EXERCISE PROMPT: Look through the entries for the string "list" and copy every line where it shows up.

[Stored data entries]
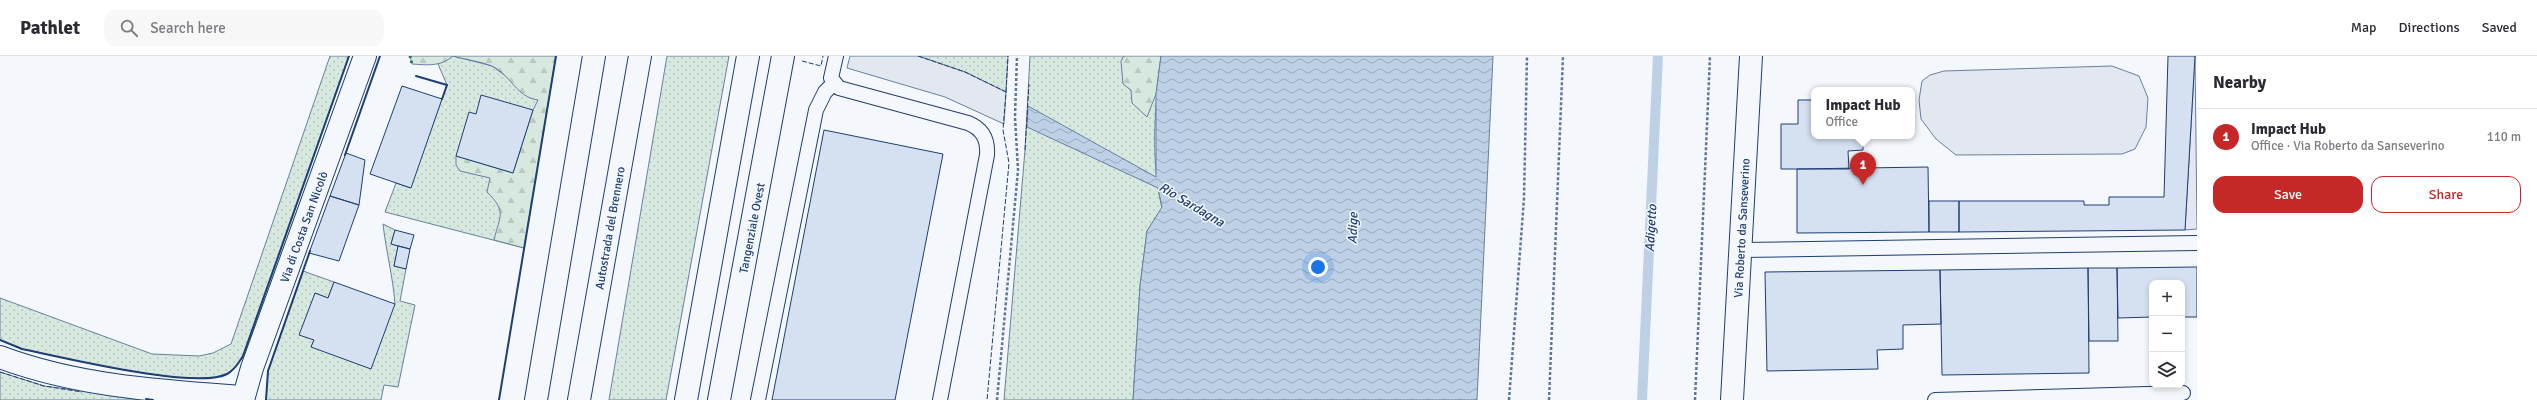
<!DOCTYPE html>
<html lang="en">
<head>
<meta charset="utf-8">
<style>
	body { margin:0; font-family:Signika,sans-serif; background:#f7f7f7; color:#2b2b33 }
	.controls { position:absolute; right:12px; bottom:12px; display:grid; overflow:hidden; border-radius:8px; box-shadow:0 2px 6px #0003 }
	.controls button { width:36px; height:36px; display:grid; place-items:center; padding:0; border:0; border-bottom:1px solid #e1e1e2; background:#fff; color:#2b2b33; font:20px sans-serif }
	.you { position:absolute; left:1318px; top:211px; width:14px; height:14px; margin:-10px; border:3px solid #fff; border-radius:50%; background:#1a73e8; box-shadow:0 0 0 6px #1a73e833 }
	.badge { display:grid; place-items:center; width:26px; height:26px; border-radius:50%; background:#c62828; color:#fff; font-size:13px; font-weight:700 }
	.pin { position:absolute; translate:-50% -33px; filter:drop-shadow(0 1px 2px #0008) }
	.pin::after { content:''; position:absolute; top:21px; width:14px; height:12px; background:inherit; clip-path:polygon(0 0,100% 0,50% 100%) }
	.popup { position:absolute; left:1811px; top:31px; width:104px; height:52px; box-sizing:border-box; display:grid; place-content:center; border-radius:8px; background:#fff; filter:drop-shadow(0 1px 3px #0005); font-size:13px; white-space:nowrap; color:#7c7c81 }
	.popup b { font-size:15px; color:#2b2b33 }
	.popup::after { content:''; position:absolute; left:50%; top:100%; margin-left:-8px; border:8px solid transparent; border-top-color:#fff }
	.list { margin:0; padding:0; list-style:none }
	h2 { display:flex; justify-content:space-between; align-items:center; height:52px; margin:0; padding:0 16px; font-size:17px }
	h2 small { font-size:13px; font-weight:400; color:#7c7c81 }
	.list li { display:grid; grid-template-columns:26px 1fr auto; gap:12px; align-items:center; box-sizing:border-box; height:56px; padding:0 16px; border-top:1px solid #e1e1e2 }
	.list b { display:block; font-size:15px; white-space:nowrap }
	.list p { margin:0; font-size:13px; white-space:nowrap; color:#7c7c81 }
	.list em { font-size:13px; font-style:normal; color:#7c7c81 }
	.actions { display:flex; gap:8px; padding:12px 16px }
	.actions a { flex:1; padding:9px 0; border:1px solid #c62828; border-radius:12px; text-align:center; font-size:14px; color:#c62828 }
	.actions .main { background:#c62828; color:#fff }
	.icon { flex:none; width:22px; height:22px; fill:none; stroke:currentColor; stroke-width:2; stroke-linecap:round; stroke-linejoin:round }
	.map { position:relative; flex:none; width:2197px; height:344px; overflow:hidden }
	header { display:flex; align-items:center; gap:24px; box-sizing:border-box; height:56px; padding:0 20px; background:#fff; border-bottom:1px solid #e1e1e2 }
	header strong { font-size:19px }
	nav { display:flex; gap:22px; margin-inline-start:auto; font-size:14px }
	.search { width:280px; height:36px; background:#f7f7f7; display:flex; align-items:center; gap:10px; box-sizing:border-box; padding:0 14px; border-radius:12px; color:#7c7c81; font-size:15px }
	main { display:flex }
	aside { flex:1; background:#fff }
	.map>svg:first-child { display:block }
	.grass { fill:url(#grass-dots); stroke:#687fa3 }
	.forest { fill:url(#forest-firs); stroke:#687fa3 }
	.parking { fill:#e3e8f0; stroke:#687fa3 }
	.water { fill:url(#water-waves); stroke:#687fa3 }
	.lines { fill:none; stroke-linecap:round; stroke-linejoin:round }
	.stream { stroke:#bed0e5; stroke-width:10 }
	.building { fill:#d5e0f0; stroke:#1d3f73 }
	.lane-casing { stroke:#1d3f73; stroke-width:16 }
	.street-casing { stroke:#1d3f73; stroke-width:24 }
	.secondary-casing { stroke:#1d3f73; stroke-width:24 }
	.highway-casing { stroke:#1d3f73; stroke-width:24 }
	.path { stroke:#5e769c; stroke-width:2.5; stroke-dasharray:3 2; stroke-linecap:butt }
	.lane { stroke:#f4f7fb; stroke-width:14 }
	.street { stroke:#f4f7fb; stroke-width:22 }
	.secondary { stroke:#f4f7fb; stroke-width:22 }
	.highway { stroke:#f4f7fb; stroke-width:22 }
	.hedge { stroke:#2c6c60; stroke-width:3; stroke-dasharray:2 3; stroke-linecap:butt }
	.fence { stroke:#1d3f73; stroke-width:1; stroke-dasharray:5 2; stroke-linecap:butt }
	.wall { stroke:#1d3f73; stroke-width:2 }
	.labels { text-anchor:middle; stroke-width:3; stroke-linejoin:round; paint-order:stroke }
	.street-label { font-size:12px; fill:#1d3f73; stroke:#f4f7fb }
	.water-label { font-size:13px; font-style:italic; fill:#1d3f73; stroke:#f4f7fb }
</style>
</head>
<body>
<header>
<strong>Pathlet</strong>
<div class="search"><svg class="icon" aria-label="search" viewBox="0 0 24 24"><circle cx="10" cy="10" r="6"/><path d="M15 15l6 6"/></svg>Search here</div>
<nav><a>Map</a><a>Directions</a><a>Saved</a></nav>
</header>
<main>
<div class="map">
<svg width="2197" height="344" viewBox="0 0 2197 344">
	<defs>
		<pattern id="grass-dots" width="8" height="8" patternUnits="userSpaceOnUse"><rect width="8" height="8" fill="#d7e8df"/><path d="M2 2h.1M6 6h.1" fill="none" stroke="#b8c8c3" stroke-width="1.8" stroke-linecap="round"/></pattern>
		<pattern id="forest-firs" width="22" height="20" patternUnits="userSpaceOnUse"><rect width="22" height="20" fill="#d7e8df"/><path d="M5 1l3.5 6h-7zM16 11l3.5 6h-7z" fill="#b8c8c3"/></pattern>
		<pattern id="water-waves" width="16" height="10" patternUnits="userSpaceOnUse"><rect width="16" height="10" fill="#bed0e5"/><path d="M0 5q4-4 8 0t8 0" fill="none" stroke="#9aaabe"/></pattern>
	</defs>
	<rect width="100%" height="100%" fill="#f4f7fb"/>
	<!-- grass -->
	<path class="grass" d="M330 0H349L243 300C239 306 235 314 227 318 196 334 62 301 22 293L0 284V242L152 298 199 300 213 297 231 288Z
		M453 0 492 10 538 44 524 192 385 156 396 127 410 132 447 29 438 8Z
		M667 0H729L666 344H609Z
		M918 0H1008L1006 36 965 16Z
		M1030 0H1161C1155 49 1150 103 1162 152L1147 175 1140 230 1133 344H1004L1025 94Z
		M383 168 395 174 391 188 398 190 394 210 406 213 400 245 415 249 398 331 384 329 381 344H266L268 315 303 215 334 226 328 242 315 237 314 284 311 291 395 248C393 221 386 195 383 168Z
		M0 316 44 330 153 344H0Z"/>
	<!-- forest -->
	<path class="forest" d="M410 0H453C440 11 427 9 412 8Z
		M453 0H556L524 192 494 184C500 159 507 156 487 136L490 122 460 115 456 109V100L513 117 533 54 538 44C516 41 511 19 492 10 480 5 466 4 453 0Z
		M1124 0H1161L1156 38 1147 61 1132 47 1131 34 1123 28 1121 5Z"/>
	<!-- parking -->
	<path class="parking" d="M850 0H918L965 16 1006 36 1004 68 945 41 847 12Z
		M2195 0 2197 173 2185 174Z
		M2112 10 2139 20 2148 42 2146 71 2135 93 2122 98 1956 99 1936 83 1921 63 1919 44 1922 25 1930 19 1944 15Z"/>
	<!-- water -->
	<path class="water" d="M1161 0H1493L1477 344H1133L1140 230 1147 175 1162 151 1158 132 1027 71 1028 50 1156 121V38Z"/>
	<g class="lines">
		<!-- stream -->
		<path class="stream" d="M1642 344 1658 0"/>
	</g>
	<!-- building -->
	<path class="building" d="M2168 0H2195L2185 174 1959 176V145H2084V149H2109V141H2164Z
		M402 30 442 43 411 132 370 118Z
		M481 39 533 54 513 117 456 100 469 56 476 58Z
		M1798 44H1814V80H1863V94L1848 95 1849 113H1781V68H1798Z
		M824 74 943 98 895 344H772Z
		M346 97 365 104 359 149 330 140Z
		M1928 111 1929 176 1797 177V113Z
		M330 140 359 149 339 205 309 197Z
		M1929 145H1959V176H1929Z
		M395 174 414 179 410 193 391 188Z
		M398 190 410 193 406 213 394 210Z
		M2197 211V261H2182V227H2152V261L2118 262 2117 212Z
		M2088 212 2089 317 1942 319 1940 214Z
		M2088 212H2117L2118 285H2089Z
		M1940 214 1941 268 1903 269V293L1877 294 1878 313 1767 315 1765 216Z
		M334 226 395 248 371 313 311 291 314 284 299 279 315 237 328 242Z"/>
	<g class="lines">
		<!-- lane casing -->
		<g class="lane-casing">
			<path id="lane" d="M836 0 831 22 839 32 968 67C983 73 988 84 987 99L940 344
				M1741 194 2197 187
				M758 344 816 54 825 36 834 27
				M1935 344 2183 337"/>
		</g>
		<!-- street casing -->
		<g class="street-casing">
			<path id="street" d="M0 301C77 330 160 335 242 341
				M243 344 252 312 365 0"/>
		</g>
		<!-- secondary casing -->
		<g class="secondary-casing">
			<path id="secondary" d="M1732 344 1751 0"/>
		</g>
		<!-- highway casing -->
		<g class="highway-casing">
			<path id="highway" d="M536 344 594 0
				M579 344 640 0
				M686 344 748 0
				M719 344 783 0"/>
		</g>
		<!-- path -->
		<path class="path" d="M997 344 1018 114 1015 61 1017 0
			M1509 344 1524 142 1527 0
			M1549 344 1563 0
			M1695 344 1710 0"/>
		<!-- lane -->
		<use href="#lane" class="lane"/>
		<!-- street -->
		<use href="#street" class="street"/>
		<!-- secondary -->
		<use href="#secondary" class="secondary"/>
		<!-- highway -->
		<use href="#highway" class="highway"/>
		<!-- hedge -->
		<path class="hedge" d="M410 0 412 8"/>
		<!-- fence -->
		<path class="fence" d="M918 0 965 16 1006 36 1003 74 1009 107 987 344
			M802 5 821 10 823 0
			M1006 36 1008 0
			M1025 94 1029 28
			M0 284 22 293
			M0 316 44 330 82 336"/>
		<!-- wall -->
		<path class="wall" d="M416 20 447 29 442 43
			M345 99 380 0
			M0 284 22 293C62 301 196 334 227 318 235 314 239 306 243 300L349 0
			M146 343 153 344
			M266 344 268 315 310 195
			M499 344 556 0"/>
	</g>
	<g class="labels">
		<!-- street labels -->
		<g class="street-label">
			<text transform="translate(304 171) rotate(-70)" y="4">Via di Costa San Nicolò</text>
			<text transform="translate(610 172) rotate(-80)" y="4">Autostrada del Brennero</text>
			<text transform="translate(752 172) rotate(-79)" y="4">Tangenziale Ovest</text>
			<text transform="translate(1742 172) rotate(-87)" y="4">Via Roberto da Sanseverino</text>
		</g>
		<!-- water labels -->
		<g class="water-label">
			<text transform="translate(1192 148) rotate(31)" y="5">Rio Sardagna</text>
			<text transform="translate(1352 172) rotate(-88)" y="5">Adige</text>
			<text transform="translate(1650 172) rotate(-87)" y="5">Adigetto</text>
		</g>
	</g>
</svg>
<div class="controls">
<button>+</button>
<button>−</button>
<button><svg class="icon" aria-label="layers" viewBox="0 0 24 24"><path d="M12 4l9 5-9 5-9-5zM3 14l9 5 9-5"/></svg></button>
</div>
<div class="you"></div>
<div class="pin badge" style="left:1863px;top:129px">1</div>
<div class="popup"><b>Impact Hub</b>Office</div>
</div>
<aside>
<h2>Nearby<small></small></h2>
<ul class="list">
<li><span class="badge">1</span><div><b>Impact Hub</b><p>Office · Via Roberto da Sanseverino</p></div><em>110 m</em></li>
</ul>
<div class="actions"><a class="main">Save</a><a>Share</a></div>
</aside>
</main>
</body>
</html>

EXERCISE ANSWER:
	.list { margin:0; padding:0; list-style:none }
	.list li { display:grid; grid-template-columns:26px 1fr auto; gap:12px; align-items:center; box-sizing:border-box; height:56px; padding:0 16px; border-top:1px solid #e1e1e2 }
	.list b { display:block; font-size:15px; white-space:nowrap }
	.list p { margin:0; font-size:13px; white-space:nowrap; color:#7c7c81 }
	.list em { font-size:13px; font-style:normal; color:#7c7c81 }
<ul class="list">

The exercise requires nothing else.